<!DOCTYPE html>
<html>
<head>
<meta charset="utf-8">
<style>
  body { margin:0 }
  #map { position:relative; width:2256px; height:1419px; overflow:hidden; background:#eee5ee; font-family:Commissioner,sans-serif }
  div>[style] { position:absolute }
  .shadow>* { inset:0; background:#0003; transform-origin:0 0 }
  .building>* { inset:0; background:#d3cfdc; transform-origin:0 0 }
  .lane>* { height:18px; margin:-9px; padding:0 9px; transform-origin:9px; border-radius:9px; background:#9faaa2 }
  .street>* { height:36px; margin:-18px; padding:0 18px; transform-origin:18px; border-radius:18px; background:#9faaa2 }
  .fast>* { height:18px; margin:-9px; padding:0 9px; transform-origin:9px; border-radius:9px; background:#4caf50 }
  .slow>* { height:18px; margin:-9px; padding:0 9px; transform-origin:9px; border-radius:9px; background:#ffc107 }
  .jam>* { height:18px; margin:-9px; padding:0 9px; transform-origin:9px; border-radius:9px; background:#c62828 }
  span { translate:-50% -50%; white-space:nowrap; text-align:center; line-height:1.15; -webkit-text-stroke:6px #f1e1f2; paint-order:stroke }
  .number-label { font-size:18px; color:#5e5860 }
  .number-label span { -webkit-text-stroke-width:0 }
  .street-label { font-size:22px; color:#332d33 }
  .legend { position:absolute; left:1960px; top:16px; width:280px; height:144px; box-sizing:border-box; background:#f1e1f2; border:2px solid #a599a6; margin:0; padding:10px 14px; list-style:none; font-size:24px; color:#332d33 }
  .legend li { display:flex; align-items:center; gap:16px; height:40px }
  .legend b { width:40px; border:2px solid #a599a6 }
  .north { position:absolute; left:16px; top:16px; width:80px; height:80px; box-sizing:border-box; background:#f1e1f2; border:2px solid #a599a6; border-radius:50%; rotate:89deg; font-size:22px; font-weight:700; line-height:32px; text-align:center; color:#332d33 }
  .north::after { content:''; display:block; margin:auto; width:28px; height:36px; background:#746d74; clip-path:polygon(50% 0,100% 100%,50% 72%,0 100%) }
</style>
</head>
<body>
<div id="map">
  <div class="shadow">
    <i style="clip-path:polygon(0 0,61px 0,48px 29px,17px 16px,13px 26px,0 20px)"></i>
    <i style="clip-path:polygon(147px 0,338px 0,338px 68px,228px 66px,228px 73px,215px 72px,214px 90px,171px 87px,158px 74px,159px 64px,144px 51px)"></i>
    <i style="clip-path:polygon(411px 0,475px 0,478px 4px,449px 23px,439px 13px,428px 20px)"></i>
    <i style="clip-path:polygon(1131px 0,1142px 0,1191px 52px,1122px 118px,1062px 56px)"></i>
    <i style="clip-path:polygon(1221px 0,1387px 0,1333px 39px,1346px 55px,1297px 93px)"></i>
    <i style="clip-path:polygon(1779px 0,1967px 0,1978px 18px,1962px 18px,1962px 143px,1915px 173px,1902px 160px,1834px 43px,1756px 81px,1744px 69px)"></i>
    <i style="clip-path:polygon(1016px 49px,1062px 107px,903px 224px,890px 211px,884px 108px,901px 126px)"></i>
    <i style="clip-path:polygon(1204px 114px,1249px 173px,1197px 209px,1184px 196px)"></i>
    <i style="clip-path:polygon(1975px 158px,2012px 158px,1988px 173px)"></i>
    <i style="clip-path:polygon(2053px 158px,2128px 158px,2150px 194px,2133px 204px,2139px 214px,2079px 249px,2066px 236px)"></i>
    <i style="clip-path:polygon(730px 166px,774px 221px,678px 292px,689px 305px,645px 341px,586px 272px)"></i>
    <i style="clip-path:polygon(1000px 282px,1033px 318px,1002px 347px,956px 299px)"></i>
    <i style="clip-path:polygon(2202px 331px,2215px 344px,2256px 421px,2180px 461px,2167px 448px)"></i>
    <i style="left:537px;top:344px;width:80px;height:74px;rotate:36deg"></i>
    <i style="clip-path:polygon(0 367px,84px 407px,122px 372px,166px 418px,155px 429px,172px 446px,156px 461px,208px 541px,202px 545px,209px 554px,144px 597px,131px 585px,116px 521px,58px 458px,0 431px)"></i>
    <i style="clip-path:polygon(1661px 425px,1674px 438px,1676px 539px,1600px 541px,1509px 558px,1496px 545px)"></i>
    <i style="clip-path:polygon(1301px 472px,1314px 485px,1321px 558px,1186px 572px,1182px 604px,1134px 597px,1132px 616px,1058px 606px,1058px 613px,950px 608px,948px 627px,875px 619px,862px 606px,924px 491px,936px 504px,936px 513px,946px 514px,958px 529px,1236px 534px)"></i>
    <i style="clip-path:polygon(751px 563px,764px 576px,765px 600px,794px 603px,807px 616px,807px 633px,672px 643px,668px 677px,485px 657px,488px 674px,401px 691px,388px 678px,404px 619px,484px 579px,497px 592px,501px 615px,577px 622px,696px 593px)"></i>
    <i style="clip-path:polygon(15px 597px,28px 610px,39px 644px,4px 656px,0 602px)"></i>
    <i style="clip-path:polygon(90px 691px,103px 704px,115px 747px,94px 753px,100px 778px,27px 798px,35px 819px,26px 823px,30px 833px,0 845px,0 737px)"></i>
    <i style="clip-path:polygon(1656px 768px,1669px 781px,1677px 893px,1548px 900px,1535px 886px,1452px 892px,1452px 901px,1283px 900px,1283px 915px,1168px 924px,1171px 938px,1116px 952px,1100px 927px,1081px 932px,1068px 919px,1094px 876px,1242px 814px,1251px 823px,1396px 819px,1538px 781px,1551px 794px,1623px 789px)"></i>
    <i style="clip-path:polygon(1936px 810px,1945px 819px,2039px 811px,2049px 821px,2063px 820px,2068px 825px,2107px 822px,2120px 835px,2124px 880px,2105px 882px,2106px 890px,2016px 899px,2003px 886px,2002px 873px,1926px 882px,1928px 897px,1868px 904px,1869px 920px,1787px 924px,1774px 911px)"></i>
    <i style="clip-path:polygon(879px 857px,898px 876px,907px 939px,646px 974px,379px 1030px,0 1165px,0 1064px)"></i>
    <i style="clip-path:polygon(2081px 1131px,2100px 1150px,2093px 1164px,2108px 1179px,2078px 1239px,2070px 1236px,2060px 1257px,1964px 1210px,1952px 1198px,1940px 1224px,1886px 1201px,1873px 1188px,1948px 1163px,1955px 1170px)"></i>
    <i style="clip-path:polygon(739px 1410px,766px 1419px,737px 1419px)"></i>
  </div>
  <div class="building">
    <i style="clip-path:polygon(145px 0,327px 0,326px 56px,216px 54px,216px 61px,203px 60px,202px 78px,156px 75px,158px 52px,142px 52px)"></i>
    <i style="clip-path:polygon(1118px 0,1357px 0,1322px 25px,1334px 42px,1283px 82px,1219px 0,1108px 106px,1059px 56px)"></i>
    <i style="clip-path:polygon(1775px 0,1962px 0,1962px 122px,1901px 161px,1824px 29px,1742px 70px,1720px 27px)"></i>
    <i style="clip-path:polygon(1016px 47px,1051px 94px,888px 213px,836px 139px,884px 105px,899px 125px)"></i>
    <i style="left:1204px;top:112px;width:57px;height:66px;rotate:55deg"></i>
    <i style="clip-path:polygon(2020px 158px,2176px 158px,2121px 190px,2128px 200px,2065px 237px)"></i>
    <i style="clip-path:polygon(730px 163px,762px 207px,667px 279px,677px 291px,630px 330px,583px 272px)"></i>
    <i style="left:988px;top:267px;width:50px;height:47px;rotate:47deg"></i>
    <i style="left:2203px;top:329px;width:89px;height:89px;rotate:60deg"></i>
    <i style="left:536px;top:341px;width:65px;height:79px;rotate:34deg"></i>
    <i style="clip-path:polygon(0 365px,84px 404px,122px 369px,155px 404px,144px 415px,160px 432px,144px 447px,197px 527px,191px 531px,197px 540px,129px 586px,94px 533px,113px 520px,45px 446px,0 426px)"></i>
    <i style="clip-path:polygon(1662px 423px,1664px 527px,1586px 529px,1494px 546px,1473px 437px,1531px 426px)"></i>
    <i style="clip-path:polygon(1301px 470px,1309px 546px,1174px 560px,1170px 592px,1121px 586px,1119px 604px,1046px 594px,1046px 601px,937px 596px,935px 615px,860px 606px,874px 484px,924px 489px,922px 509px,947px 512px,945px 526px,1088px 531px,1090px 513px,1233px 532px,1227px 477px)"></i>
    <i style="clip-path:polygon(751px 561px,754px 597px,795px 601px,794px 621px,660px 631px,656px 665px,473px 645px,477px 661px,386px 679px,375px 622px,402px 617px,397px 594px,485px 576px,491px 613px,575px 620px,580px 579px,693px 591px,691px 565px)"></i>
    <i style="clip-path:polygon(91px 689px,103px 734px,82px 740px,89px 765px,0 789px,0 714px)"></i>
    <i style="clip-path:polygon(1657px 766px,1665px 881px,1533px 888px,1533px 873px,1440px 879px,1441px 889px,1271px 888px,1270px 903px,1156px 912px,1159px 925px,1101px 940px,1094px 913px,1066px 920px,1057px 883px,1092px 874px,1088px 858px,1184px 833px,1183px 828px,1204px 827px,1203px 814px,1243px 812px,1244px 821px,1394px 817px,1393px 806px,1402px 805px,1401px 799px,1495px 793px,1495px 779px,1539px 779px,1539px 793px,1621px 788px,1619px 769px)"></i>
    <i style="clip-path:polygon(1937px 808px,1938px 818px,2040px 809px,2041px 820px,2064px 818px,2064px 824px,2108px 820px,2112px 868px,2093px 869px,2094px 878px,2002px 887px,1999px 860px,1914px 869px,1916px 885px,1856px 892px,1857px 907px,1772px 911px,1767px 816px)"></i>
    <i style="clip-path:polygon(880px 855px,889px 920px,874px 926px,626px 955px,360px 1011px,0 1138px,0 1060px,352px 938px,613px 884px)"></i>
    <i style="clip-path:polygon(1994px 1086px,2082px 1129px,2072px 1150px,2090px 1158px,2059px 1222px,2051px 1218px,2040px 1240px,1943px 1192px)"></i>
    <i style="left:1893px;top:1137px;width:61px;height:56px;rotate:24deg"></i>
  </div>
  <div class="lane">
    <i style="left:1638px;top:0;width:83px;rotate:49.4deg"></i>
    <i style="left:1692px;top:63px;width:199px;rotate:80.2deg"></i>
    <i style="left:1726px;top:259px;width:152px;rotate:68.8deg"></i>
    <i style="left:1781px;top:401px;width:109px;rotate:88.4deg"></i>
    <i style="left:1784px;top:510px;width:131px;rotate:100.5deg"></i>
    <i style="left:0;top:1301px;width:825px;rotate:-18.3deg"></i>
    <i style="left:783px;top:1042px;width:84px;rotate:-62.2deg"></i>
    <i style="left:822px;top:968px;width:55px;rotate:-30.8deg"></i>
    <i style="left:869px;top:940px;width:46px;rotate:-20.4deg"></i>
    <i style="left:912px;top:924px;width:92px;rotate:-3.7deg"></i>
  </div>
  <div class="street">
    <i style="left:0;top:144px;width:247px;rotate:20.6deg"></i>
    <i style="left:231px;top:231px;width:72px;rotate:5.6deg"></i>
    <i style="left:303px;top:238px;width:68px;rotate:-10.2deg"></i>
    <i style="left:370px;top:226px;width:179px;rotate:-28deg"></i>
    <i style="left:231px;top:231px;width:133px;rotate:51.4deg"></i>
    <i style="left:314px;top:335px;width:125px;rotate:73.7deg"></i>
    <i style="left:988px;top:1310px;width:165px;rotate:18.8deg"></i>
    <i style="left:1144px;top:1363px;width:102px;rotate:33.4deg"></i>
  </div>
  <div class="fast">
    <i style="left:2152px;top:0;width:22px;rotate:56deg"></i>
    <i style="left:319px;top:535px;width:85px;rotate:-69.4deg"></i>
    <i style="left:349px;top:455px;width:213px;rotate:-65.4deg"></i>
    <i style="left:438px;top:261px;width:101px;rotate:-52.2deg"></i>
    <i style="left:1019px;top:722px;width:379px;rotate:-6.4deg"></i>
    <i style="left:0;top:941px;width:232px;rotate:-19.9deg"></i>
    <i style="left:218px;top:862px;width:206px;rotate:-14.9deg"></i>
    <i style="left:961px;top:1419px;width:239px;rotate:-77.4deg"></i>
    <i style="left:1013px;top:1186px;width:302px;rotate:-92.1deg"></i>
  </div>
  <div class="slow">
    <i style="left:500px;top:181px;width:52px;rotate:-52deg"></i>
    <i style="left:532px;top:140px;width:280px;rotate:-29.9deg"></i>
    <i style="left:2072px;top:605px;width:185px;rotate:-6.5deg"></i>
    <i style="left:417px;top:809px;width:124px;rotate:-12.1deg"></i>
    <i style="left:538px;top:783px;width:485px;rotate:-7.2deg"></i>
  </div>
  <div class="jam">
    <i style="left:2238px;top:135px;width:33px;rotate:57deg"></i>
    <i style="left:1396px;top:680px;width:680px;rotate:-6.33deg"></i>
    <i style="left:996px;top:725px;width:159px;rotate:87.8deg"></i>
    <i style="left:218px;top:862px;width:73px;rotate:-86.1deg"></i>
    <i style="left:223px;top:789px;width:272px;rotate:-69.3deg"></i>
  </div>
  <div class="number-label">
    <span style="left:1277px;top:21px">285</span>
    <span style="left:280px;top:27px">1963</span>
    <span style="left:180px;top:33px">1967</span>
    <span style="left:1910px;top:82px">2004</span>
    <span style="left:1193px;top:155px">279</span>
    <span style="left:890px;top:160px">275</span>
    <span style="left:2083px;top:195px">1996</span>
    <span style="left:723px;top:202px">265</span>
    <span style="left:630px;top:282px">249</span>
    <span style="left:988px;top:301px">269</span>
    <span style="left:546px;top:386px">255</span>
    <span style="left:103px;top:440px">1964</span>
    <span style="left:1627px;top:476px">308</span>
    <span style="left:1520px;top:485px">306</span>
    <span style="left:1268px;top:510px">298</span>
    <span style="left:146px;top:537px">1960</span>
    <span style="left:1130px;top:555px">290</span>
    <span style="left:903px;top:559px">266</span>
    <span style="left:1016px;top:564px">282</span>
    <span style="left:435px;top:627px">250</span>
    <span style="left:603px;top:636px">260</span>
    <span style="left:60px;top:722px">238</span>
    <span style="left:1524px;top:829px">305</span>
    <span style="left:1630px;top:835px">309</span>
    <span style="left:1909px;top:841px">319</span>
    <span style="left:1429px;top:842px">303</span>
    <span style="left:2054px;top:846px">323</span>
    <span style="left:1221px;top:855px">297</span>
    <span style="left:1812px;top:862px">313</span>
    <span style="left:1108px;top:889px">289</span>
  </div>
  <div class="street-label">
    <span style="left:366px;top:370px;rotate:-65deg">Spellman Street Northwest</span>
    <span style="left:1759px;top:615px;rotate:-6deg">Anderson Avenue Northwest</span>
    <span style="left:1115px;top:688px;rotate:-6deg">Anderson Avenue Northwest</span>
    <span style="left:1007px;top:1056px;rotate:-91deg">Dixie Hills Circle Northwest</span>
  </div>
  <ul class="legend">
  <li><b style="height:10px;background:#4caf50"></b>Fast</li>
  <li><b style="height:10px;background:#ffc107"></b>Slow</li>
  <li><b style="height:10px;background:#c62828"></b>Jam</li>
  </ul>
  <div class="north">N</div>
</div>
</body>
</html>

────────────────────

• [Exercise objective] Print only these lines, please. They run from the start of the entries above to the line containing "inset:0; background:#0003; transform-origin:0", both ends included, and must match exactly.

• [Problem solution]
<!DOCTYPE html>
<html>
<head>
<meta charset="utf-8">
<style>
  body { margin:0 }
  #map { position:relative; width:2256px; height:1419px; overflow:hidden; background:#eee5ee; font-family:Commissioner,sans-serif }
  div>[style] { position:absolute }
  .shadow>* { inset:0; background:#0003; transform-origin:0 0 }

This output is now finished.